As primeiras cenas do filme Invictus, de Clint Eastwood, mostram o carro de Nelson Mandela, recém saído da prisão (por coincidência, há exatos 20 anos; e, outra simbólica coincidência, ele fora preso em 1964), passando entre dois campos de esporte.
No primeiro, precário, disputa-se uma partida de futebol, no outro, em frente, e em muito melhor condição, dois times jogam rúgbi, esporte nacional da África do Sul. Num dos campos, os jogadores são negros, no outro, brancos. Em que esporte predominavam os negros, em que esporte predominavam os brancos?
Para responder à pergunta é só olhar o Brasil. Aqui, nosso esporte é o futebol, que pode ser disputado em qualquer terreno baldio sem grande equipamento. Um esporte para pobres, para negros, portanto. Já o rúgbi também não exige grandes equipamentos, mas é um jogo brutal, em que o choque corporal é decisivo. Esporte para gente corpulenta, bem nutrida. No caso da África do Sul do apartheid, um jogo de brancos.

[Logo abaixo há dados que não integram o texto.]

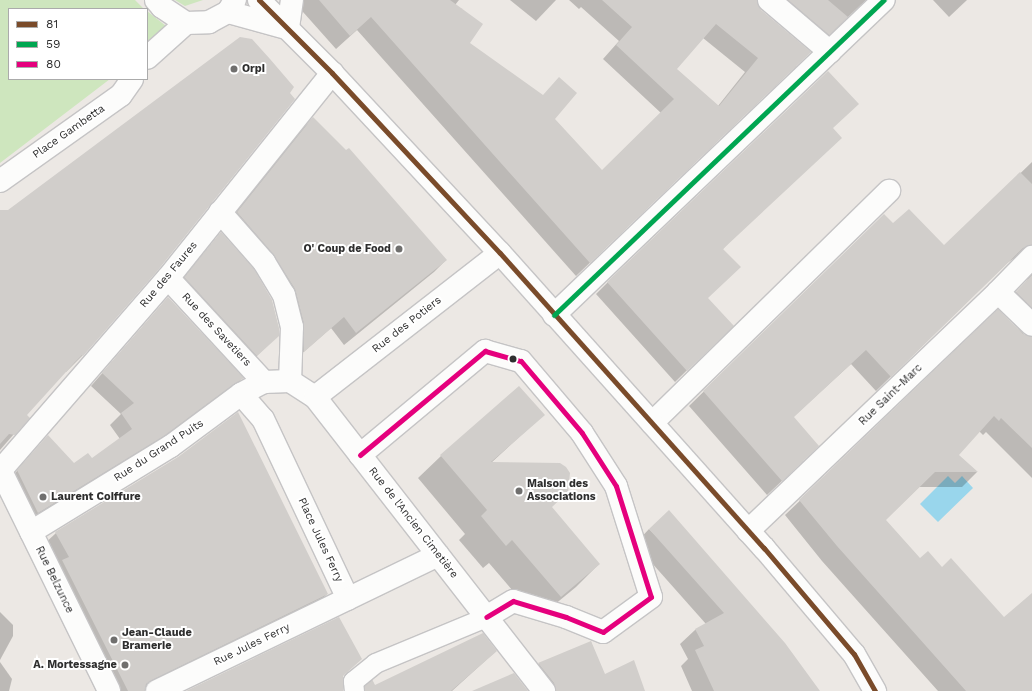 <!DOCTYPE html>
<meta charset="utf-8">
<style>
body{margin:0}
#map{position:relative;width:1032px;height:691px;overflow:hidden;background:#ece8e4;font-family:"Work Sans",sans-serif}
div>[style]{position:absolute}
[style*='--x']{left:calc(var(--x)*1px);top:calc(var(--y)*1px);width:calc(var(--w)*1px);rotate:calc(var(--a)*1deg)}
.green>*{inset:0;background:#cee6be}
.water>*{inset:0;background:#99d6ec}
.shadow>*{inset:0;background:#0003}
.building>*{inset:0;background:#d1cecb}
.roads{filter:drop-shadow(1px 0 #c5c4c5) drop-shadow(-1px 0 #c5c4c5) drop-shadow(0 1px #c5c4c5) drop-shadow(0 -1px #c5c4c5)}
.lane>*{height:19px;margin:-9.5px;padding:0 9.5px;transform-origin:9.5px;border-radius:9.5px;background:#fcfcfb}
.street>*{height:22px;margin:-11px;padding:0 11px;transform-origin:11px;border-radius:11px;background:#fcfcfb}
.secondary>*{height:22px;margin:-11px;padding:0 11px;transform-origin:11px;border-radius:11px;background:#fcfcfb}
.bus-1>*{height:5px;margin:-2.5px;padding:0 2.5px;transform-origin:2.5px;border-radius:2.5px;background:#7a4b2a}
.bus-2>*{height:5px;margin:-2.5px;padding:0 2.5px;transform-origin:2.5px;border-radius:2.5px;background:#00a651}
.bus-3>*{height:5px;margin:-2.5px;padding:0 2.5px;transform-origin:2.5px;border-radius:2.5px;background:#e5007d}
.dots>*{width:11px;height:11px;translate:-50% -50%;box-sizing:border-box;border:2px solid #fff;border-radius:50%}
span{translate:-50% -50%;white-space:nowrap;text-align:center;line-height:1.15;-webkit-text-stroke:4px #fff;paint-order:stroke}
.poi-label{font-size:11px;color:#2e2e2e;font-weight:700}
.left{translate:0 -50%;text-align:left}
.right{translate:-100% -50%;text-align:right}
.street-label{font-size:11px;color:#2e2e2e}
.legend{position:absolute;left:8px;top:8px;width:140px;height:72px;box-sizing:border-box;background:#fff;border:1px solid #ababab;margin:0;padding:5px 7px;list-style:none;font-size:12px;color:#2e2e2e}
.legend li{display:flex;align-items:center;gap:8px;height:20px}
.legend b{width:20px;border:1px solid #ababab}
</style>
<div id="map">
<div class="green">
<i style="clip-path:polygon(0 0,135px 0,144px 9px,9px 9px,9px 79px,110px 79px,0 163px)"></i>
<i style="clip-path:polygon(175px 0,203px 0,185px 6px)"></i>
<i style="clip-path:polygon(147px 11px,166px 26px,147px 51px)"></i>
</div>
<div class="water">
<i style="clip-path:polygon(948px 476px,955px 483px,962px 476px,973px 488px,938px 522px,920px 504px)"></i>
</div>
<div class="shadow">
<i style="clip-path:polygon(evenodd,298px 0,459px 0,455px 5px,469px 43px,554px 119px,602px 171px,661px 113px,603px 59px,619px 41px,581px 7px,579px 9px,569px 0,866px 0,815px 48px,763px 4px,756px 1px,756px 4px,796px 66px,576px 276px,357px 30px,336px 49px,295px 3px,298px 0,703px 38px,745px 72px,718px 106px,676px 69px,703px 38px)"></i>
<i style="clip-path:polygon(510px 0,556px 0,536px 21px)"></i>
<i style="clip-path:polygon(933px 0,967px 0,949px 17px)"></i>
<i style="clip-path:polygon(313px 118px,446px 260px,434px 272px,344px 345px,331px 328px,292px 362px,283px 301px,225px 225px,301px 130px)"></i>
<i style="clip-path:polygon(832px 129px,722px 250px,707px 298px,732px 326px,675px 382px,596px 294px,608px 282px)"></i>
<i style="clip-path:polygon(1032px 162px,1032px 478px,986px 432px,983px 435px,979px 431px,958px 455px,977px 472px,962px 487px,919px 487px,885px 520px,920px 559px,942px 569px,1004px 619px,1032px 600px,1032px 691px,938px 691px,822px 561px,785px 515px,998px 311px,1029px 339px,1026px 331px,1002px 307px,1026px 282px,1030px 275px,1030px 269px,1019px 259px,1013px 259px,1007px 263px,876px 391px,851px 364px,793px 417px,803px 461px,767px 495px,689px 406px,884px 215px,892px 224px,944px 247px)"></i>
<i style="clip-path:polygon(0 217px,158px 269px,82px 356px,66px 372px,65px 371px,25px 415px,28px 418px,0 450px)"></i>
<i style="clip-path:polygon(221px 233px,267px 346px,246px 366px,175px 288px)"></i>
<i style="clip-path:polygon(168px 298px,242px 378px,231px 390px,151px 447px,26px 524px,6px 483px,48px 437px,74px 464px,91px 460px,120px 439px,110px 425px,121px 414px,91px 386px)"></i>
<i style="clip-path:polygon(543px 415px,491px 463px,599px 564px,576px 587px,537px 619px,489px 563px,483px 568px,459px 540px,465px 534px,418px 478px,441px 456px)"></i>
<i style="clip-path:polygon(649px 529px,817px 691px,692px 691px,681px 666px,688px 659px,680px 644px,695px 630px,706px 624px,635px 544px)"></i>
<i style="clip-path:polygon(56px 533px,327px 594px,312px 609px,144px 691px,106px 691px,41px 547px)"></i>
<i style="clip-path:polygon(0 612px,13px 625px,13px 636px,0 660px)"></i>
<i style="clip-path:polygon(591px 642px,604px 675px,644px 691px,533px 691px,524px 678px,539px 664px)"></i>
<i style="clip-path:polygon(496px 651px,452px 691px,361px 691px,365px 687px,375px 686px)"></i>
<i style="clip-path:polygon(0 662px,12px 679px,9px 691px,0 691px)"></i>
</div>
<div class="building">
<i style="clip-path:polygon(evenodd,319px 0,450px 0,483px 24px,470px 43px,543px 95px,559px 77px,577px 93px,555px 119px,602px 170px,674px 99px,616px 45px,632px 27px,602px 0,757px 0,761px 10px,811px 52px,590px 263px,371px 17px,350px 36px,319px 0,716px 24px,758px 58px,719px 106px,677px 69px,716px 24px)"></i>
<i style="clip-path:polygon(788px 0,828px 0,848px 17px,829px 35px)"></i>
<i style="clip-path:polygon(240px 37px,252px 39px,270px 59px,294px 87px,290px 93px,295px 99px,158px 270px,83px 356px,82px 355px,75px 362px,27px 415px,30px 418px,15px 435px,9px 434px,0 444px,0 210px,8px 210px)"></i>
<i style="clip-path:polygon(828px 71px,859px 104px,833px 128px,842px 138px,723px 249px,741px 267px,708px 298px,734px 326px,687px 371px,607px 282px)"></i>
<i style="clip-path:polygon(313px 117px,346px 150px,349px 148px,447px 260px,356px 333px,344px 317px,304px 352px,304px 324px,295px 289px,273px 254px,237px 212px)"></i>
<i style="clip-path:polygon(1020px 172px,1032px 184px,1032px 245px,1023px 248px,891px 377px,866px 350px,794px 417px,819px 446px,782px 481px,703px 391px,884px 214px,893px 223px,909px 209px,944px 245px)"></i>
<i style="clip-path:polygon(221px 232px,254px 269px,272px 300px,279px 328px,279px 336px,257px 356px,184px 277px)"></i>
<i style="clip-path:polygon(1032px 275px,1032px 308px,1016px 292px)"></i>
<i style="clip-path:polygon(168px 297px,244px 378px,234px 384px,164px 436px,38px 513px,17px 470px,48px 435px,74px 463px,88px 453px,92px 458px,132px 429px,121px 413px,134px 403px,102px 373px)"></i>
<i style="clip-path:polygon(998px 309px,1023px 334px,1032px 337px,1032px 448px,1001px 418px,999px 421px,994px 416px,959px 455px,978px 472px,935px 472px,886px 520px,920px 558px,928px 551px,942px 567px,951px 558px,1004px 617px,1032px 593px,1032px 691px,966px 691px,837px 546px,799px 500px)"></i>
<i style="clip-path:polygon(519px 386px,545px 415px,491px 462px,560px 463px,566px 467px,570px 473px,568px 492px,552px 507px,600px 564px,561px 597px,512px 540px,506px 546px,481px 516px,487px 510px,440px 455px)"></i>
<i style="clip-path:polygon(238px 412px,328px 594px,152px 680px,146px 684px,145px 691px,128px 691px,62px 560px,69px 557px,55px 532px,178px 457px)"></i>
<i style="clip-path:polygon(669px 510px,785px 643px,820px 691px,714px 691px,695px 650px,704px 646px,695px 629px,724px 613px,649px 529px)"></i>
<i style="clip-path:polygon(339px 617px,362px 659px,343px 676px,343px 691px,186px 691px)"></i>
<i style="clip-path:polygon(483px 633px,497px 651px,451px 691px,365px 691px,365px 686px,372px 679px,375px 685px)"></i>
<i style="clip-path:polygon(591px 641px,605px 674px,634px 660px,645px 691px,556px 691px,554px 683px,538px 663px)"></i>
<i style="clip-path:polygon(514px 673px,528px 691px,472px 691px)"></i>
</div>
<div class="roads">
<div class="lane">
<i style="--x:354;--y:691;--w:10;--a:-96"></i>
<i style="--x:353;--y:681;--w:28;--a:-39"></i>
<i style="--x:375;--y:663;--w:120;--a:-22.5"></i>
</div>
<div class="street">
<i style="--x:769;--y:0;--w:80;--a:40.4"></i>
<i style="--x:288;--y:28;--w:28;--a:-82"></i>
<i style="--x:147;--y:58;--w:52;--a:-41.9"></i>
<i style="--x:0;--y:181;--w:148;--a:-35.4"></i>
<i style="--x:121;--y:95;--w:19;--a:-55"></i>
<i style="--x:220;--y:212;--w:67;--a:48.7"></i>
<i style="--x:264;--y:262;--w:39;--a:59"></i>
<i style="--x:284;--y:295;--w:33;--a:76"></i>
<i style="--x:292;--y:327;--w:54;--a:92.1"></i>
<i style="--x:168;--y:278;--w:142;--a:47.3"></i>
<i style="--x:998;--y:292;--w:47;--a:44.1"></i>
<i style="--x:554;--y:315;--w:456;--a:-43.7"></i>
<i style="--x:290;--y:381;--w:30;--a:33"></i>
<i style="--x:315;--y:397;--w:373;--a:52.1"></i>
<i style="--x:241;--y:394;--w:33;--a:49"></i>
<i style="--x:263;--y:419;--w:199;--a:64.7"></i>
<i style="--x:315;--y:397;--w:234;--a:-37.9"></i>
<i style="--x:652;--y:423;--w:332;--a:-44.4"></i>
<i style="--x:360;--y:455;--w:163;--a:-39.8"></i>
<i style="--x:485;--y:351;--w:37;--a:16"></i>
<i style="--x:521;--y:361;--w:94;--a:49.7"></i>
<i style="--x:582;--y:433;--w:63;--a:57.3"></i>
<i style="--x:616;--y:486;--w:116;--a:72.5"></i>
<i style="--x:651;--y:597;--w:59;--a:143.9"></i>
<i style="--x:603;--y:632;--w:40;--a:-158"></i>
<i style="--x:566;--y:617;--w:55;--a:-163.2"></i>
<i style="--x:513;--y:601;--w:31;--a:149"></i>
<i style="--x:0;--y:469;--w:247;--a:63.8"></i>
<i style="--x:0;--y:471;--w:256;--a:-49"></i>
<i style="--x:168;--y:278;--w:263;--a:-51.3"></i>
<i style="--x:748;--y:531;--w:346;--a:-43.7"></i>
<i style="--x:998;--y:292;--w:49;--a:-45.8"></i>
<i style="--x:31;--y:532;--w:164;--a:-31.6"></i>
<i style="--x:171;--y:446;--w:87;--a:-36.6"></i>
<i style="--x:241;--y:394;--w:26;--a:-28"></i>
<i style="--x:264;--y:382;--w:26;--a:-2"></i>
<i style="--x:157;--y:691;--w:312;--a:-25.8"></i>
</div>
<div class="secondary">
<i style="--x:156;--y:0;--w:9;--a:49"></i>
<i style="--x:162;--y:7;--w:29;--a:34"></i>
<i style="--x:186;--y:23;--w:23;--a:-2"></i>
<i style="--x:209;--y:22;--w:21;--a:-28"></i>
<i style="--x:228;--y:12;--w:14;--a:-60"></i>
<i style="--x:259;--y:0;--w:103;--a:45"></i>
<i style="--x:332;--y:73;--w:246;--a:47"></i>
<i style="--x:500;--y:253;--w:396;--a:48.2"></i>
<i style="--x:764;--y:548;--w:139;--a:49.7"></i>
<i style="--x:854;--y:654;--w:43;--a:60.4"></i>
<i style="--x:228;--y:12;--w:60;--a:15.4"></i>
</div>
</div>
<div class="bus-1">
<i style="--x:259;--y:0;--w:103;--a:45"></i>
<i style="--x:332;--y:73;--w:246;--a:47"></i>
<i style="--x:500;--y:253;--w:396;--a:48.2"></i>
<i style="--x:764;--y:548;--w:139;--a:49.7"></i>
<i style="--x:854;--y:654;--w:43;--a:60.4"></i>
</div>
<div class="bus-2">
<i style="--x:554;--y:315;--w:456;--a:-43.7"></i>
</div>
<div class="bus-3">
<i style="--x:360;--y:455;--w:163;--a:-39.8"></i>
<i style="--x:485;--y:351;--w:37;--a:16"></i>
<i style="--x:521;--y:361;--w:94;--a:49.7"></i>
<i style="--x:582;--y:433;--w:63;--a:57.3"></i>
<i style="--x:616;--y:486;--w:116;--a:72.5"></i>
<i style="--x:651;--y:597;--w:59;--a:143.9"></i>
<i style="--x:603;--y:632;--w:40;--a:-158"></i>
<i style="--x:566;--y:617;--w:55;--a:-163.2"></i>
<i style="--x:513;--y:601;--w:31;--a:149"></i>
</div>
<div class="dots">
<i style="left:234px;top:69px;background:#706f6e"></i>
<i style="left:399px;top:249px;background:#706f6e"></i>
<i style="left:513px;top:359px;background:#2e2e2e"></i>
<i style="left:519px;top:491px;background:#706f6e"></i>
<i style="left:43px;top:497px;background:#706f6e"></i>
<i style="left:114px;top:640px;background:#706f6e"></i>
<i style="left:125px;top:665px;background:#706f6e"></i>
</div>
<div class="poi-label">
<span class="left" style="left:242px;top:69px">Orpi</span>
<span class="right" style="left:391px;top:249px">O' Coup de Food</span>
<span class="left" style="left:527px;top:491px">Maison des<br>Associations</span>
<span class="left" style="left:51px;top:497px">Laurent Coiffure</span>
<span class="left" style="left:122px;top:640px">Jean-Claude<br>Bramerie</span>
<span class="right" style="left:117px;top:665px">A. Mortessagne</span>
</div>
<div class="street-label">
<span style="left:69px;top:132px;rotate:-35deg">Place Gambetta</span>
<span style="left:169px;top:275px;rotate:-50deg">Rue des Faures</span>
<span style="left:407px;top:325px;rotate:-38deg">Rue des Potiers</span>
<span style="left:216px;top:330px;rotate:47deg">Rue des Savetiers</span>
<span style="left:891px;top:395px;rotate:-44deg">Rue Saint-Marc</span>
<span style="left:159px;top:451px;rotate:-33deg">Rue du Grand Puits</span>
<span style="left:413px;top:523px;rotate:52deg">Rue de l'Ancien Cimetière</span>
<span style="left:320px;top:540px;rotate:65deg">Place Jules Ferry</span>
<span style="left:54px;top:580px;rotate:64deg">Rue Belzunce</span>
<span style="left:252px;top:645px;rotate:-26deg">Rue Jules Ferry</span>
</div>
<ul class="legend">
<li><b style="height:5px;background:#7a4b2a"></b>81</li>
<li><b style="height:5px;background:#00a651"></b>59</li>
<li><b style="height:5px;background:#e5007d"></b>80</li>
</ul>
</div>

E aí Mandela é eleito presidente. Tratava-se de um líder perseguido, que havia passado quase três décadas na prisão, e que assumia o governo de um país em que boa parte da população negra mostrava-se ressentida contra a minoria branca. Podemos imaginar (e o filme mostra isso) o que os partidários de Mandela lhe diziam: vamos fazer essa gente provar do seu próprio veneno, vamos castigá-los pelo que nos fizeram.
Mandela poderia, até como vingança pessoal, ter aceito este posicionamento. Mas não foi o que fez. Decidiu que faria um governo de união, um governo capaz de superar todos os traumas e as violências do passado. E usou para isso um recurso aparentemente inesperado, mas lógico: o esporte.
Lógico porque, como sabe quem conhece a história recente do Brasil, vários governos (exemplo: Médici) se beneficiaram da conquista da Copa do Mundo. Mandela vai procurar o capitão do time nacional de rúgbi e faz com ele uma espécie de aliança, arriscada (o time sul-africano era um desastre), mas que resulta na inesperada conquista do campeonato mundial.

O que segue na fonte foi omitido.